Sunday, April 22, 2012

Rainy Sunday Thoughts

I attended a funeral service yesterday for the father of one of my colleagues. In the last seven months, four of my colleagues have lost a parent. One has lost a spouse. One has lost a grandparent. (That makes up 20% of the company, by the way.) I have been to three funerals in support of these dear friends, guided a few memory-sharing sessions for the staff as we worked through the emotion of losing our beloved leader, and prayed - a lot - for those who grieve.

Each of my friends who struggles with loss copes in a different way. There are similarities, too. Faith and religion bring comfort, regardless of the denomination. Families bind together and succor one another. The dear friend I visited yesterday has seven siblings. As I walked into the greeting session before the service, it sounded like a party. (It reminded me of an LDS gathering - lots of love and noise!)

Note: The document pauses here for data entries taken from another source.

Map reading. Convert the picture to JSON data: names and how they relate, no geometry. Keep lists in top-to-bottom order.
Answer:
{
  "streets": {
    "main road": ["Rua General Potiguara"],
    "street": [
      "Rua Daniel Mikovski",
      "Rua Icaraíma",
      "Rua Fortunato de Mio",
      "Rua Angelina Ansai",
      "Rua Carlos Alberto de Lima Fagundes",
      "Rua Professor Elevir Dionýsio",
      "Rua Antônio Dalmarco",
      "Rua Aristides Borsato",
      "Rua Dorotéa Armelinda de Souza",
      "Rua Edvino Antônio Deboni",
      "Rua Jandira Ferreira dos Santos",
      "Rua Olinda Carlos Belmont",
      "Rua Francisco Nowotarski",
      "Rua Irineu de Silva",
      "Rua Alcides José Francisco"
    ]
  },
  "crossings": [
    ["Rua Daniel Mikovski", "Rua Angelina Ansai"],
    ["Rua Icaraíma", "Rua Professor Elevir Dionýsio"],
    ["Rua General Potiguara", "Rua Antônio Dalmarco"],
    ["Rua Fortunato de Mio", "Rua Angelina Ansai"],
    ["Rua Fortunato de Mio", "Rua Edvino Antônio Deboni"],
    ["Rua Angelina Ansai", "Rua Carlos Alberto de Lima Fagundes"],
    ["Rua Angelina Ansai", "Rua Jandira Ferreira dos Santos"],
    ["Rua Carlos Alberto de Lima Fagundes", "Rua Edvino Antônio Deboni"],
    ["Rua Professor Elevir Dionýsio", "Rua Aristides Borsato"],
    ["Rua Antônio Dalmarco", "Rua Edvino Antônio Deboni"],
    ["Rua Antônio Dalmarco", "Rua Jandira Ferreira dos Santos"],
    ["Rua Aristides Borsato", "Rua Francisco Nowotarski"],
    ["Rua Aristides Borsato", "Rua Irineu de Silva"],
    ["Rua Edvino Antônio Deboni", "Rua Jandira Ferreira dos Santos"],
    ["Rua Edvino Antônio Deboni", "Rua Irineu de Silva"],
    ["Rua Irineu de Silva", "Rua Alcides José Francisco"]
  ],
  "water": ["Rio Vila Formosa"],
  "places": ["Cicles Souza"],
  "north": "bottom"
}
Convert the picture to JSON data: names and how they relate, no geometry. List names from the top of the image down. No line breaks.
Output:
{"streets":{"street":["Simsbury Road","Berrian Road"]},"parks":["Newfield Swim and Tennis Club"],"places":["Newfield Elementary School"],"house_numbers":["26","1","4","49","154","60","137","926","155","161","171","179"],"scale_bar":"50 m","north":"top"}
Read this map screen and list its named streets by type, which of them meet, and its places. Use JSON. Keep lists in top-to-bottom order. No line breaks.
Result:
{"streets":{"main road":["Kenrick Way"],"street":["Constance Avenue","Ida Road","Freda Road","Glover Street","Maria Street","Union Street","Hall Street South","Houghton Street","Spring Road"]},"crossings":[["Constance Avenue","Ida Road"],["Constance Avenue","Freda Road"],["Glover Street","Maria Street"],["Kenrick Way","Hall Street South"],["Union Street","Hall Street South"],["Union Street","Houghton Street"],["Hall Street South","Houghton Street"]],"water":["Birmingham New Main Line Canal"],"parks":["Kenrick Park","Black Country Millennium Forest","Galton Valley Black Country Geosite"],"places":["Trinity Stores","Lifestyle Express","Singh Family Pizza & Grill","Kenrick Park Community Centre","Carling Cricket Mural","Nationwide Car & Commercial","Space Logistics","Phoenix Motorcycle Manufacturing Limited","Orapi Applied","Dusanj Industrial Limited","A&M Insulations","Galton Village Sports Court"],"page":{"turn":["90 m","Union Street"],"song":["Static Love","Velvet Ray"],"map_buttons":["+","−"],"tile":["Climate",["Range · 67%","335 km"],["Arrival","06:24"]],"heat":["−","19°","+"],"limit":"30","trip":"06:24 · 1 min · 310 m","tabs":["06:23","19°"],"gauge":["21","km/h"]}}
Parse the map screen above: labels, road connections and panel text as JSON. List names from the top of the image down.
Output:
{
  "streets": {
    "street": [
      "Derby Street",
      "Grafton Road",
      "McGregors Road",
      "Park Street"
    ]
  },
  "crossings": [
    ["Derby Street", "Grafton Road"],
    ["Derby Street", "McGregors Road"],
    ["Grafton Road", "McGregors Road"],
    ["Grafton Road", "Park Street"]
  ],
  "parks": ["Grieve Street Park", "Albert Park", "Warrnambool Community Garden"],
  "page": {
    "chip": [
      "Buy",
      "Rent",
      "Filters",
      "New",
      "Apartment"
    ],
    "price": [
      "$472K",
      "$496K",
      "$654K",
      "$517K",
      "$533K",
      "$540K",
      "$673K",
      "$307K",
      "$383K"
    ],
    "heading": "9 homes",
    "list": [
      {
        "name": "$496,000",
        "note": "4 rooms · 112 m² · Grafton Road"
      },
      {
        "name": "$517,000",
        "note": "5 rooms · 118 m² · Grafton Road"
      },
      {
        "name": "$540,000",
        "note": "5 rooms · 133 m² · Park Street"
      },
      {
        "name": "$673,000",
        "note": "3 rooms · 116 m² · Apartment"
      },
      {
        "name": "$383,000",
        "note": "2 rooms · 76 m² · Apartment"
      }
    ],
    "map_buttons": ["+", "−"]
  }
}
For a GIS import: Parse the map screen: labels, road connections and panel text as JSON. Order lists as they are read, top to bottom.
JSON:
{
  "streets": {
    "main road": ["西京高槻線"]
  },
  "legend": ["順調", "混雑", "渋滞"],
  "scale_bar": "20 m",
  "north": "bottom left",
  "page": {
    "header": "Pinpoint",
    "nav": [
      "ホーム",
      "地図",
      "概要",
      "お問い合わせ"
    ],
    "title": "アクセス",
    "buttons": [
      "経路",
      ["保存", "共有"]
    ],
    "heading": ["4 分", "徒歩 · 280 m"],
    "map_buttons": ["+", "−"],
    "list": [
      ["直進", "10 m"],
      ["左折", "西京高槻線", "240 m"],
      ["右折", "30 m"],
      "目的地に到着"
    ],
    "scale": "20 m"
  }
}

There are moments when I wonder whether one of the reasons why I am right here, right now, is because these beloved friends need to know what I know about life, death, and resurrection. I appreciate that I have been able to learn a bit about what they believe as I attend funeral services and talk with my friends. I wonder how I could (or whether I should) be sharing in ways beyond basic teach-by-example-ness. Then I reflect on the experiences I have had - just showing up as a silent supporter has meant so much to my colleagues. I usually don't know what to say, so I just say I'm praying for you. That, I hope, means something, too. The sacred experiences I have had in connection with the choice to attend these funerals have taught me about God, His love for me, and His love for my friends.

Today is one of those days when I wish I could see my life from my Heavenly Father's perspective - you know, the view where time is irrelevant - and understand what the significant parts of now really are, so I can appropriately focus on them. I am aware that end-from-the-beginning-itis leaves no room for faith. (No need to lecture me there.) For even while I wish it, I also know that the gentle nudgings of the Spirit will teach me the significant things and help me adjust my focus appropriately. I just need to listen.